__Task goal__.
Only the lines from the start of the data through the line containing "filter:drop-shadow(2px 0 #686258)" should be written out, exactly as they are, with both ends included and the pictures left out.

[Items from a dataset]
^^^^^^^^

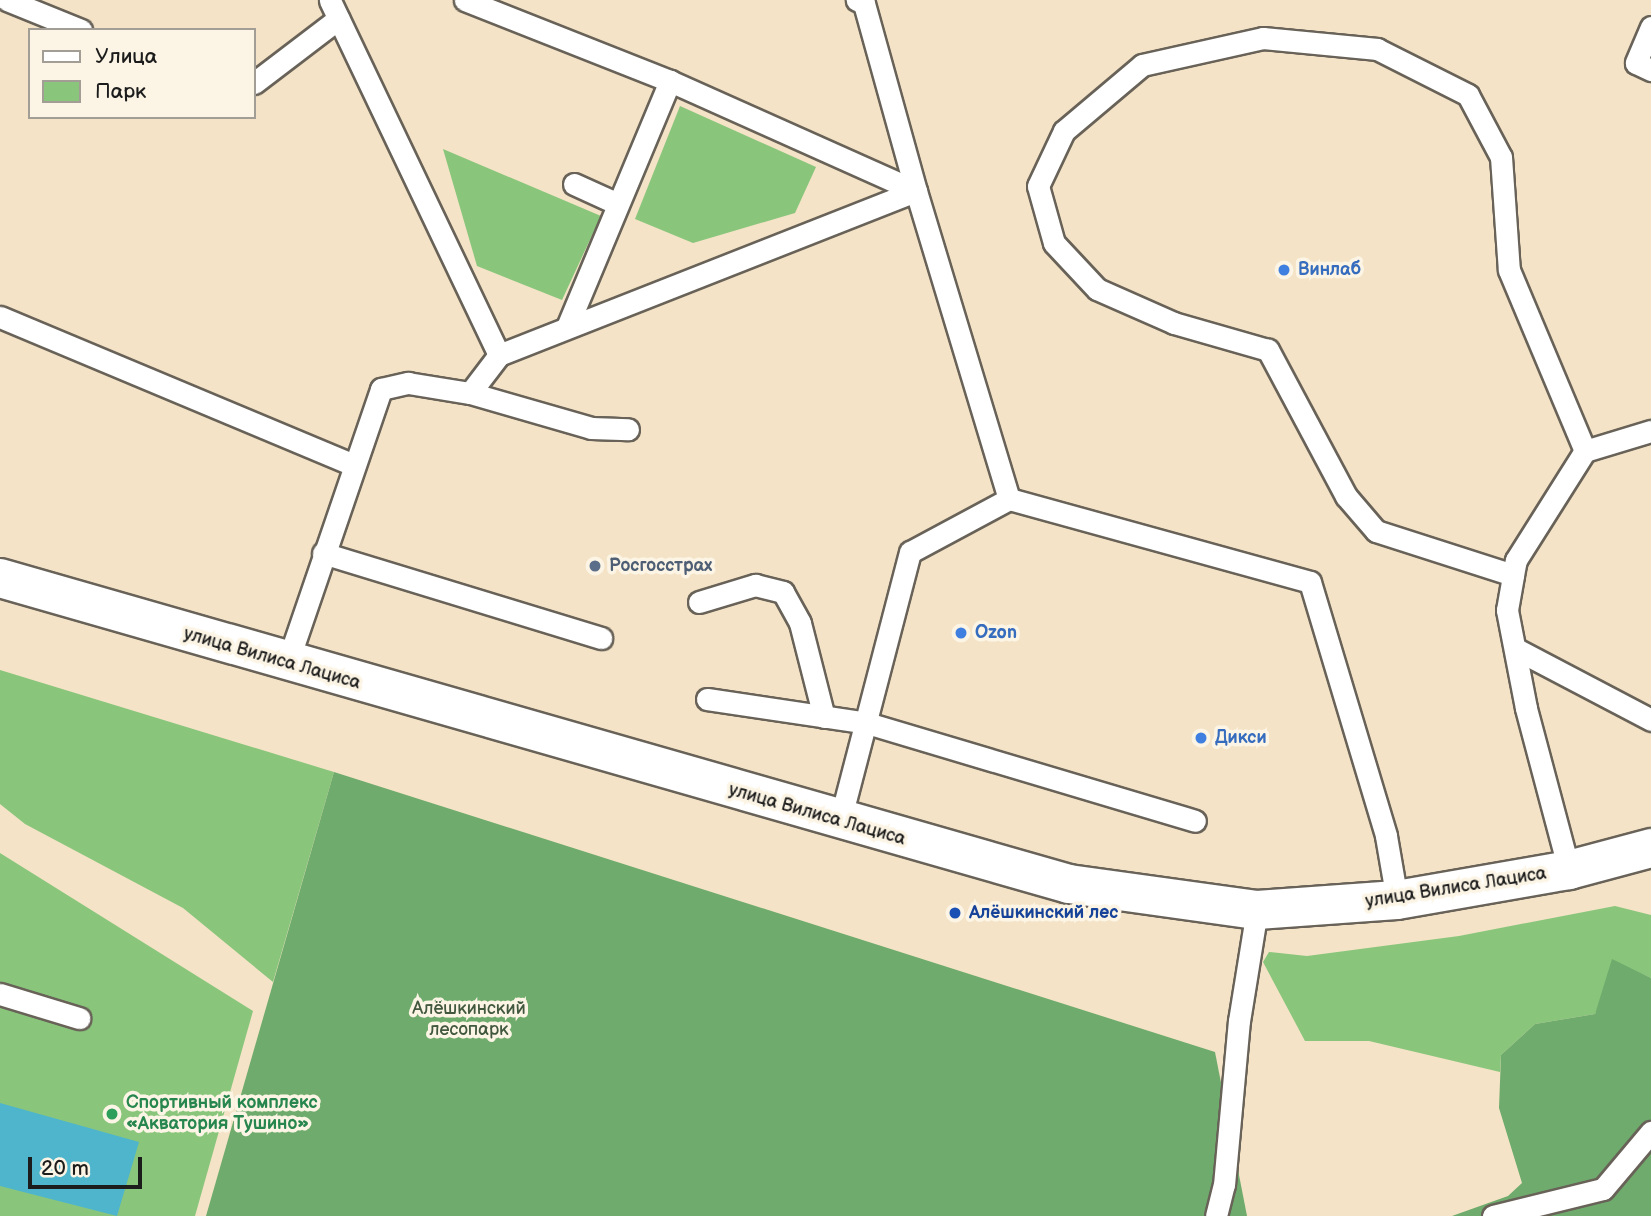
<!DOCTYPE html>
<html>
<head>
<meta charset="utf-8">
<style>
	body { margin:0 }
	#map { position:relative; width:1651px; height:1216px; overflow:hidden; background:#f4e3c6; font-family:"Balsamiq Sans",sans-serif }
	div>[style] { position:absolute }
	.green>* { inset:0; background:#89c67c }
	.forest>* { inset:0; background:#6eab6c }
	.water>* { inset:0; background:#4eb5cd }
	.roads { filter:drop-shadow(2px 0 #686258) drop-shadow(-2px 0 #686258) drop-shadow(0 2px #686258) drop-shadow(0 -2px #686258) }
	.lane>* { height:21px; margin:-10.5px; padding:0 10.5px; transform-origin:10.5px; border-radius:10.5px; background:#fff }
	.secondary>* { height:38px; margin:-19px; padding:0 19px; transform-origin:19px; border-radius:19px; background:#fff }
	.dots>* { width:19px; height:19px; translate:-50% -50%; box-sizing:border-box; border:4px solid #fcf5e5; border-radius:50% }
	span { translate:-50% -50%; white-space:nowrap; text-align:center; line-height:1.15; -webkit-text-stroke:7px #fcf5e5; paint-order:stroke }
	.shop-label { font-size:18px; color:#366cbe; font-weight:700 }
	.left { translate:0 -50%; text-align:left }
	.service-label { font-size:18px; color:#4e5e75; font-weight:700 }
	.street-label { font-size:18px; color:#1c1c1c }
	.transit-label { font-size:18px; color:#164399; font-weight:700 }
	.park-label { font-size:18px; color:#42583e }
	.leisure-label { font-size:18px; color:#27864d; font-weight:700 }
	.legend { position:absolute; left:28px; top:28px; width:228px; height:91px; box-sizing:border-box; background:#fcf5e5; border:2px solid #a29e95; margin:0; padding:9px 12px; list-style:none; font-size:21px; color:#1c1c1c }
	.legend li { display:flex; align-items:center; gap:14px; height:35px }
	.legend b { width:35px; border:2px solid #a29e95 }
	.scale { position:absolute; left:28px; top:1157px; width:114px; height:32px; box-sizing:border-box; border:4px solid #1c1c1c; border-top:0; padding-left:9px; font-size:21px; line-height:24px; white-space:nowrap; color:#1c1c1c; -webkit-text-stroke:5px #fcf5e5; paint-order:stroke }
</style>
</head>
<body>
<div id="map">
	<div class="green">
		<i style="clip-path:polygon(680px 106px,816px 167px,795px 213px,693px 243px,635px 219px)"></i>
		<i style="clip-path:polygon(443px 149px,601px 216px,562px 300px,477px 266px)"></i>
		<i style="clip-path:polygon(0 670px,334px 772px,273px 982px,183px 908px,25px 824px,0 804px)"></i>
		<i style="clip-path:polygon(0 853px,253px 1011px,195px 1216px,0 1216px)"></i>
		<i style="clip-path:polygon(1615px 906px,1651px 915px,1651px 978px,1616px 962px,1595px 1014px,1535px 1024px,1501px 1055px,1500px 1072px,1369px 1041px,1305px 1041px,1263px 962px,1269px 952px,1307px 956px,1459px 936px)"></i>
	</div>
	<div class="forest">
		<i style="clip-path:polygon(334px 772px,1215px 1052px,1247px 1216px,206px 1216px)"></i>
		<i style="clip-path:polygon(1612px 959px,1651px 978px,1651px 1216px,1452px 1216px,1508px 1196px,1522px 1183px,1499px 1108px,1501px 1055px,1535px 1024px,1595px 1014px)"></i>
	</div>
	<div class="water">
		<i style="clip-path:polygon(0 1103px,139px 1142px,117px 1216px,0 1186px)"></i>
	</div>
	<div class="roads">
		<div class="lane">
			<i style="left:7px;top:0;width:80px;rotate:22.1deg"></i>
			<i style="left:465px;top:0;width:220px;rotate:21.6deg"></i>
			<i style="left:670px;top:81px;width:269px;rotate:24.1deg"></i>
			<i style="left:916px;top:191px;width:322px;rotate:73.2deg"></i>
			<i style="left:1009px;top:499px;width:112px;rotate:151.8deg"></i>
			<i style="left:910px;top:552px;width:278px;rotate:104.6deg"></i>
			<i style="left:1651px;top:27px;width:39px;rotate:113deg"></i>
			<i style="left:1636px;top:63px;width:17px;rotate:25deg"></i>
			<i style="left:254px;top:83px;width:106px;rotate:-37.3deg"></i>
			<i style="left:574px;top:184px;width:48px;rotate:24.4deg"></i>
			<i style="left:0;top:317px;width:384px;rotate:22.7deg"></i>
			<i style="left:567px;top:327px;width:267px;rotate:-67.3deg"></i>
			<i style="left:499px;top:355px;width:448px;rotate:-21.5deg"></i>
			<i style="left:916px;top:191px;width:195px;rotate:-105.5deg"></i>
			<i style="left:864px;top:3px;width:8px;rotate:-157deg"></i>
			<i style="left:470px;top:393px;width:126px;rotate:16.1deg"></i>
			<i style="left:591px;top:428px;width:37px;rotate:2deg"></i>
			<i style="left:1009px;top:499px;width:312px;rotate:15.4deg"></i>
			<i style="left:1310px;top:582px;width:265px;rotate:73.3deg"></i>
			<i style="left:1386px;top:836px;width:65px;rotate:80.2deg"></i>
			<i style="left:323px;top:553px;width:291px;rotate:17deg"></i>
			<i style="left:1513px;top:575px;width:144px;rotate:-162.2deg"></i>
			<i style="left:1376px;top:531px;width:46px;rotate:-130.6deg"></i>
			<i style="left:1346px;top:496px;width:166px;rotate:-118.1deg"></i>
			<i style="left:1268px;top:350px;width:98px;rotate:-164deg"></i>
			<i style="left:1174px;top:323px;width:84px;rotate:-156.2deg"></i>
			<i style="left:1097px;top:289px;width:63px;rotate:-133.1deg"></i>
			<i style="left:1054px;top:243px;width:59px;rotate:-105.7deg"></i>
			<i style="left:1038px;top:186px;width:61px;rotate:-64.7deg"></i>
			<i style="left:1064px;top:131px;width:102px;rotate:-40.2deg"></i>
			<i style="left:1142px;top:65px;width:124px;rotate:-12.6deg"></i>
			<i style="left:1263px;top:38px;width:115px;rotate:5.5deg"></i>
			<i style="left:1377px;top:49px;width:102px;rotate:26.8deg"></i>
			<i style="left:1468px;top:95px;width:70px;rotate:62deg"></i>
			<i style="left:1501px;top:157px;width:113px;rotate:86deg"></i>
			<i style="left:1509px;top:270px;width:196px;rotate:67.2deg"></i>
			<i style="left:699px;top:602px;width:59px;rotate:-16.9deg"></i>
			<i style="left:755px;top:585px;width:29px;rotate:14deg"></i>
			<i style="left:783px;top:592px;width:35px;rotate:61deg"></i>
			<i style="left:800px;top:623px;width:97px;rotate:75.7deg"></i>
			<i style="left:1516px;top:649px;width:153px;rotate:27.7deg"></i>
			<i style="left:287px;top:664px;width:291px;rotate:-71.1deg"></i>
			<i style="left:381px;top:389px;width:28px;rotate:-13deg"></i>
			<i style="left:408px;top:383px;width:63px;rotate:9.2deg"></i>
			<i style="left:470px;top:393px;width:48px;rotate:-52.7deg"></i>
			<i style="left:499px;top:355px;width:393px;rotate:-115.5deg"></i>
			<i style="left:707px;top:699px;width:162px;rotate:8.5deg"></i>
			<i style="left:867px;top:723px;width:342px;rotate:16.6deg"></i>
			<i style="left:1569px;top:870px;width:168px;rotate:-104.9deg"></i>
			<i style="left:1526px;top:708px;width:100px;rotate:-101deg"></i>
			<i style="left:1507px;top:610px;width:36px;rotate:-80deg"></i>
			<i style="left:1513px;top:575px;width:15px;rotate:-79deg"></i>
			<i style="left:1516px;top:560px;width:129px;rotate:-57.7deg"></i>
			<i style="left:1585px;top:451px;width:69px;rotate:-16.9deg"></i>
			<i style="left:0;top:994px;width:83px;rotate:16.9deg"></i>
			<i style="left:1216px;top:1216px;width:32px;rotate:-76deg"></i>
			<i style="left:1224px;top:1185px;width:165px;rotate:-84.8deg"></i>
			<i style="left:1239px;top:1021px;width:112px;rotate:-80.8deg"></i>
			<i style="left:1493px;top:1216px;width:113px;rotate:-13.8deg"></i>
			<i style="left:1603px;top:1189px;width:75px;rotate:-49.9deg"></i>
		</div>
		<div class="secondary">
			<i style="left:0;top:578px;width:1112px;rotate:15.97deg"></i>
			<i style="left:1069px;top:884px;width:190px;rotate:7.9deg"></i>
			<i style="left:1257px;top:910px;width:140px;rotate:-4.1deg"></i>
			<i style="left:1397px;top:900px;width:175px;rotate:-9.9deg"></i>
			<i style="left:1569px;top:870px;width:85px;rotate:-15deg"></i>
		</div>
	</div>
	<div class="dots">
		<i style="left:1284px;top:270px;background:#3f7fe0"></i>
		<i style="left:595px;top:566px;background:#5c6f8a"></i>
		<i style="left:961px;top:633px;background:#3f7fe0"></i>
		<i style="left:1201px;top:738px;background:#3f7fe0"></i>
		<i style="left:955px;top:913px;background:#1a4fb4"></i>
		<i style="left:112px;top:1114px;background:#2e9e5b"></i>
	</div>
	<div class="shop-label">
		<span class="left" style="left:1298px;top:270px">Винлаб</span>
		<span class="left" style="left:975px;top:633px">Ozon</span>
		<span class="left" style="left:1215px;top:738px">Дикси</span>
	</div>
	<div class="service-label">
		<span class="left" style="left:609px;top:566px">Росгосстрах</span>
	</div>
	<div class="street-label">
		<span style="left:272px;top:659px;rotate:16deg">улица Вилиса Лациса</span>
		<span style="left:817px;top:815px;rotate:16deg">улица Вилиса Лациса</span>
		<span style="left:1456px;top:888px;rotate:-9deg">улица Вилиса Лациса</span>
	</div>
	<div class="transit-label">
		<span class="left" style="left:969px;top:913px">Алёшкинский лес</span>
	</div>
	<div class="park-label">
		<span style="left:469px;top:1020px">Алёшкинский<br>лесопарк</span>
	</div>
	<div class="leisure-label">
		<span class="left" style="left:126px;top:1114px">Спортивный комплекс<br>«Акватория Тушино»</span>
	</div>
	<ul class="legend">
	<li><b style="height:9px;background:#fff"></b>Улица</li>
	<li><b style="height:19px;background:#89c67c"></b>Парк</li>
	</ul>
	<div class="scale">20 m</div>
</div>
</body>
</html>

^^^^^^^^

__Your solution__.
<!DOCTYPE html>
<html>
<head>
<meta charset="utf-8">
<style>
	body { margin:0 }
	#map { position:relative; width:1651px; height:1216px; overflow:hidden; background:#f4e3c6; font-family:"Balsamiq Sans",sans-serif }
	div>[style] { position:absolute }
	.green>* { inset:0; background:#89c67c }
	.forest>* { inset:0; background:#6eab6c }
	.water>* { inset:0; background:#4eb5cd }
	.roads { filter:drop-shadow(2px 0 #686258) drop-shadow(-2px 0 #686258) drop-shadow(0 2px #686258) drop-shadow(0 -2px #686258) }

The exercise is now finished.